On 27 September 1889, workers put the finishing touches to the Tower Building. It was an 11-storey building that, thanks to its steel skeleton structure, is thought of as New York City's first skyscraper. The Tower Building is long gone – its plum spot on Broadway was taken in 1914 – but its erection marked the beginning of a construction spree that still has not stopped.
On the 300sq miles (777sq km) that comprise New York City sit 762 million tonnes (1.68 trillion pounds) of concrete, glass and steel, according to estimates by researchers at the United States Geological Survey (USGS). While that figure involves some generalisations about constriction materials, that prodigious tonnage does not include the fixtures, fittings and furniture inside those million-odd buildings. Nor does it include the transport infrastructure that connects them, nor the 8.5 million people who inhabit them.
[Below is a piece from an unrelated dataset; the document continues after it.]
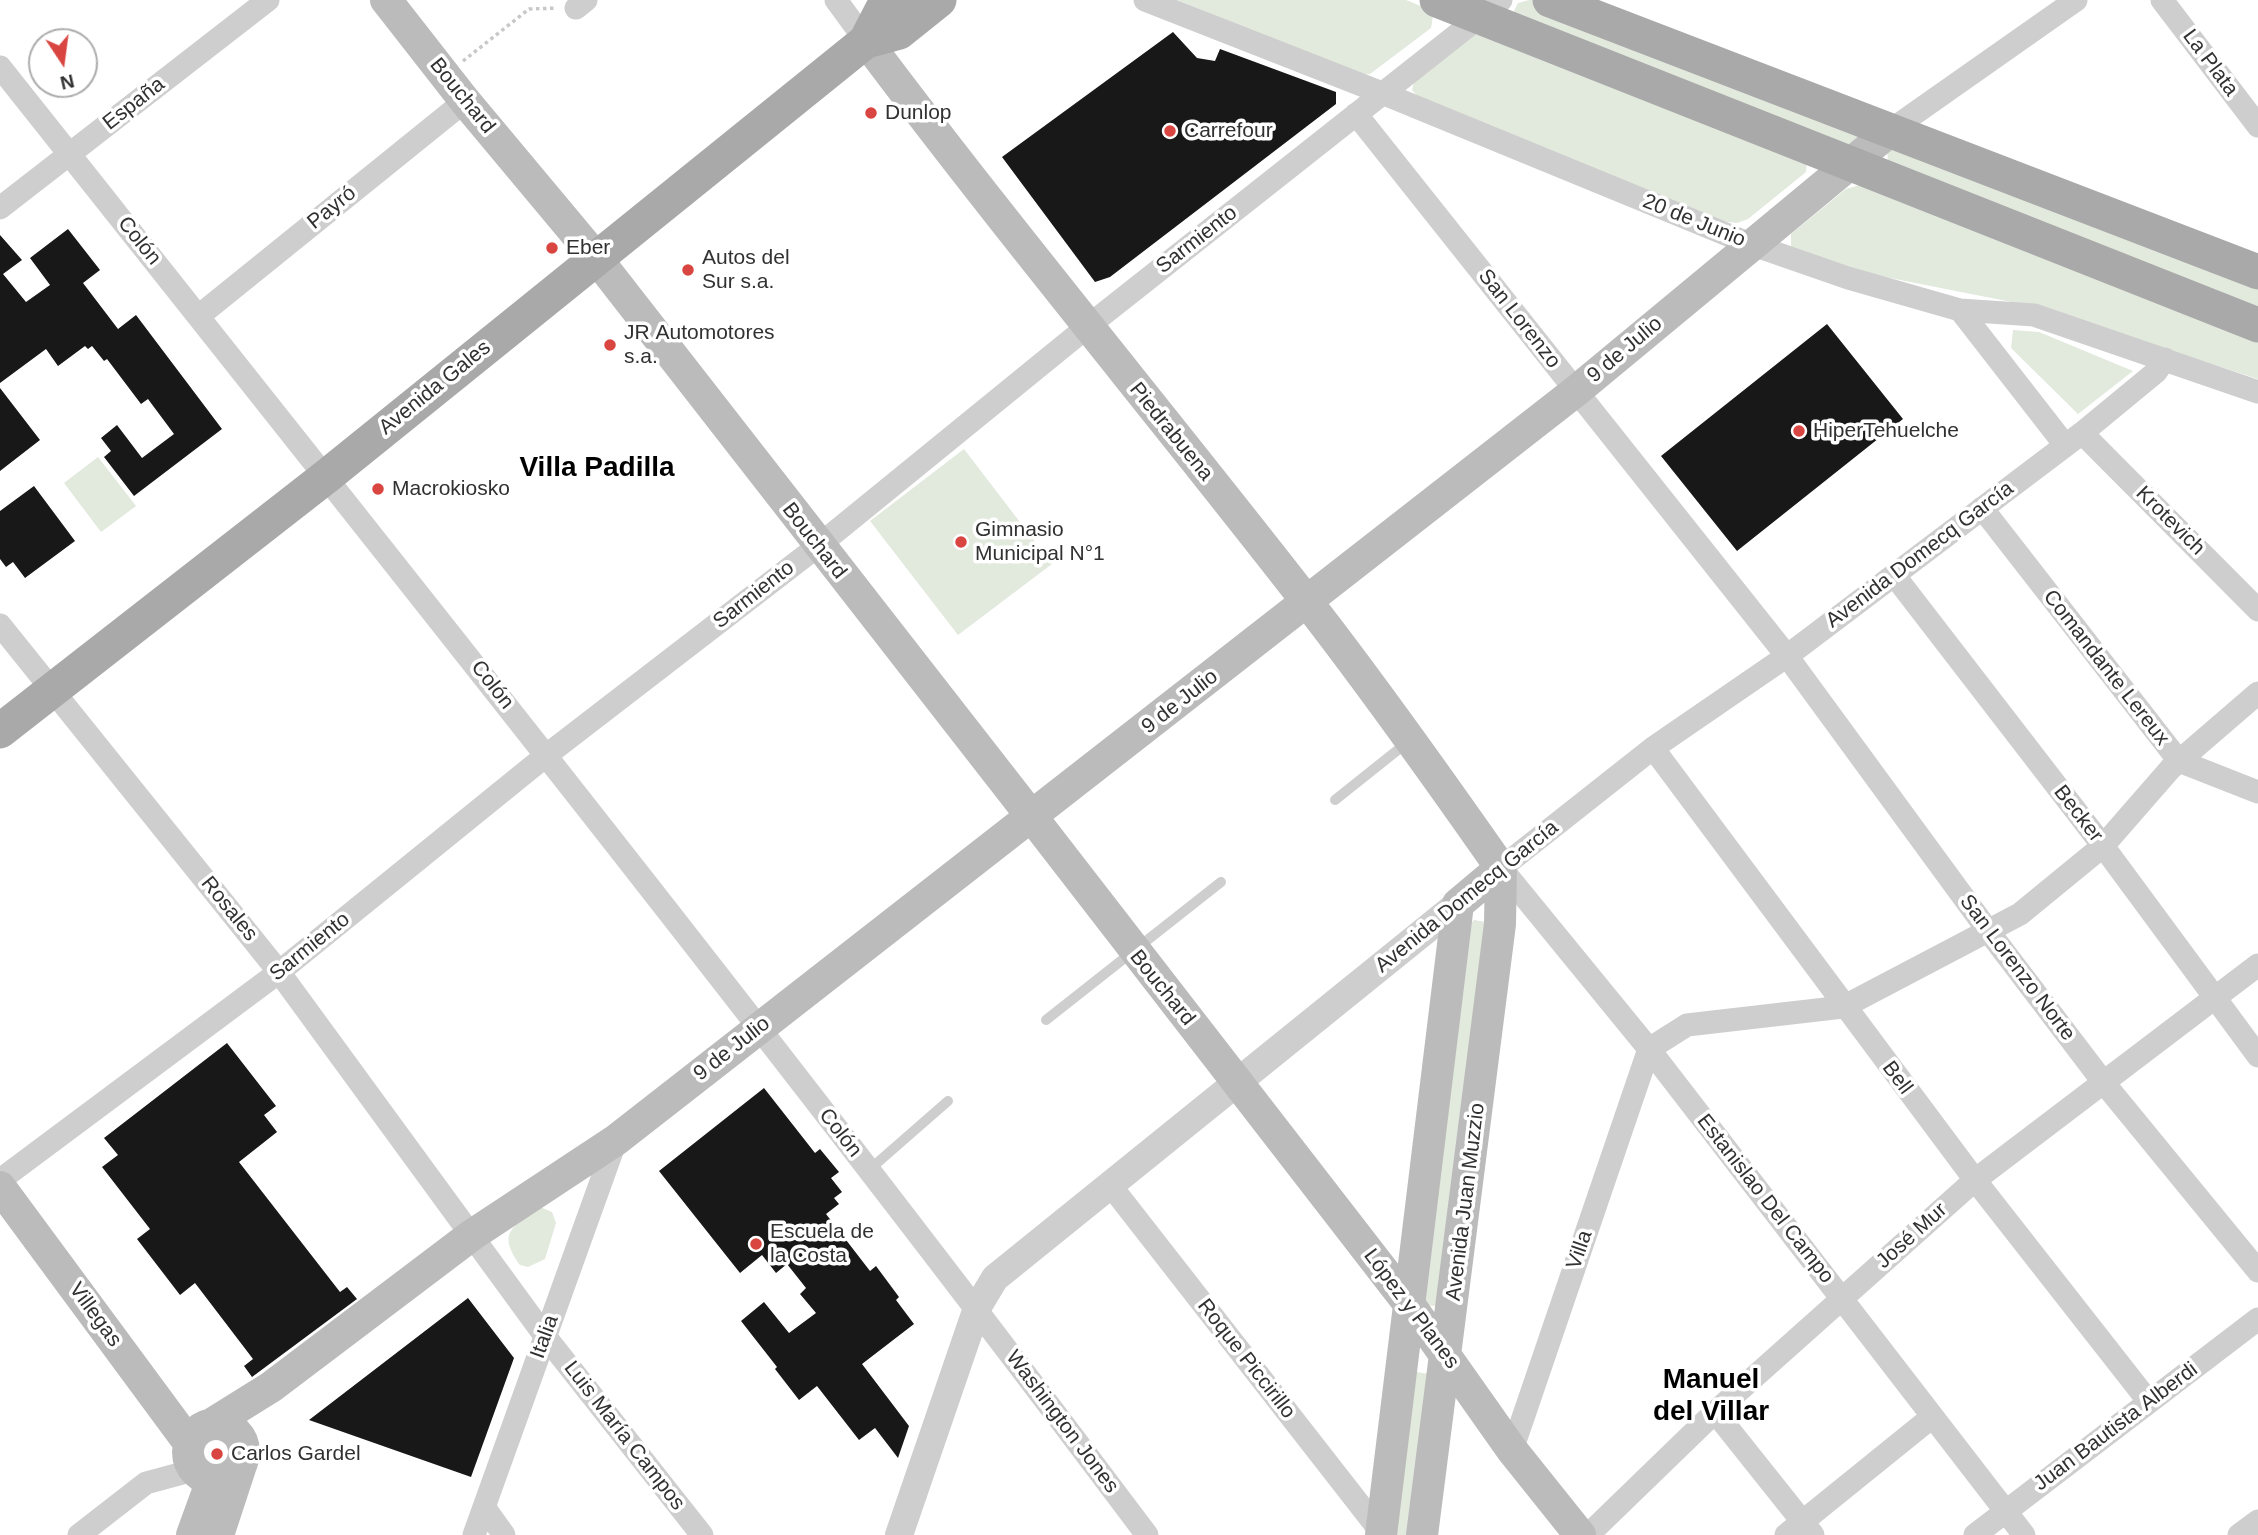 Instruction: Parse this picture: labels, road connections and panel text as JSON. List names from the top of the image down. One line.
{"streets":{"main road":["Bouchard","9 de Julio","Avenida Gales","Piedrabuena","Avenida Domecq García","Avenida Juan Muzzio","López y Planes","Villegas"],"street":["La Plata","España","Payró","20 de Junio","Sarmiento","Colón","San Lorenzo","Krotevich","Comandante Lereux","Becker","Rosales","San Lorenzo Norte","Bell","Estanislao Del Campo","José Mur","Villa","Italia","Roque Piccirillo","Washington Jones","Juan Bautista Alberdi","Luis María Campos"]},"crossings":[["Bouchard","Payró"],["Bouchard","Sarmiento"],["Bouchard","9 de Julio"],["Bouchard","Avenida Gales"],["Bouchard","Avenida Domecq García"],["Bouchard","López y Planes"],["España","Colón"],["Payró","Colón"],["20 de Junio","Sarmiento"],["20 de Junio","9 de Julio"],["20 de Junio","Krotevich"],["20 de Junio","Avenida Domecq García"],["Sarmiento","Colón"],["Sarmiento","San Lorenzo"],["Sarmiento","Piedrabuena"],["Sarmiento","Rosales"],["Colón","9 de Julio"],["Colón","Avenida Gales"],["Colón","Avenida Domecq García"],["Colón","Washington Jones"],["San Lorenzo","9 de Julio"],["San Lorenzo","Avenida Domecq García"],["San Lorenzo","San Lorenzo Norte"],["9 de Julio","Piedrabuena"],["9 de Julio","Rosales"],["9 de Julio","Villegas"],["9 de Julio","Italia"],["9 de Julio","Luis María Campos"],["Avenida Gales","Piedrabuena"],["Avenida Gales","Rosales"],["Piedrabuena","Avenida Domecq García"],["Piedrabuena","Estanislao Del Campo"],["Piedrabuena","Avenida Juan Muzzio"],["Krotevich","Avenida Domecq García"],["Avenida Domecq García","Comandante Lereux"],["Avenida Domecq García","Becker"],["Avenida Domecq García","San Lorenzo Norte"],["Avenida Domecq García","Bell"],["Avenida Domecq García","Estanislao Del Campo"],["Avenida Domecq García","Avenida Juan Muzzio"],["Avenida Domecq García","López y Planes"],["Avenida Domecq García","Roque Piccirillo"],["Avenida Domecq García","Washington Jones"],["Becker","José Mur"],["Rosales","Luis María Campos"],["San Lorenzo Norte","José Mur"],["Bell","José Mur"],["Bell","Juan Bautista Alberdi"],["Estanislao Del Campo","Avenida Juan Muzzio"],["Estanislao Del Campo","José Mur"],["Estanislao Del Campo","Villa"],["Estanislao Del Campo","Juan Bautista Alberdi"],["Avenida Juan Muzzio","López y Planes"],["Villa","López y Planes"],["Italia","Luis María Campos"]],"districts":["Villa Padilla","Manuel del Villar"],"places":["Dunlop","Carrefour","Eber","Autos del Sur s.a.","JR Automotores s.a.","HiperTehuelche","Macrokiosko","Gimnasio Municipal N°1","Escuela de la Costa","Carlos Gardel"],"north":"bottom"}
All that weight is having an extraordinary effect on the land on which it is built. That ground, according to a study published in May, is sinking by 1-2mm (0.04-0.08in) per year, partly due to the pressure exerted on it by the city buildings above. And that is concerning experts – add the subsidence of the land to the rising of sea levels, and the relative sea level rise is 3-4mm (0.12-0.16in) per year. That may not sound like much, but over a few years it adds up to significant problems for a coastal city.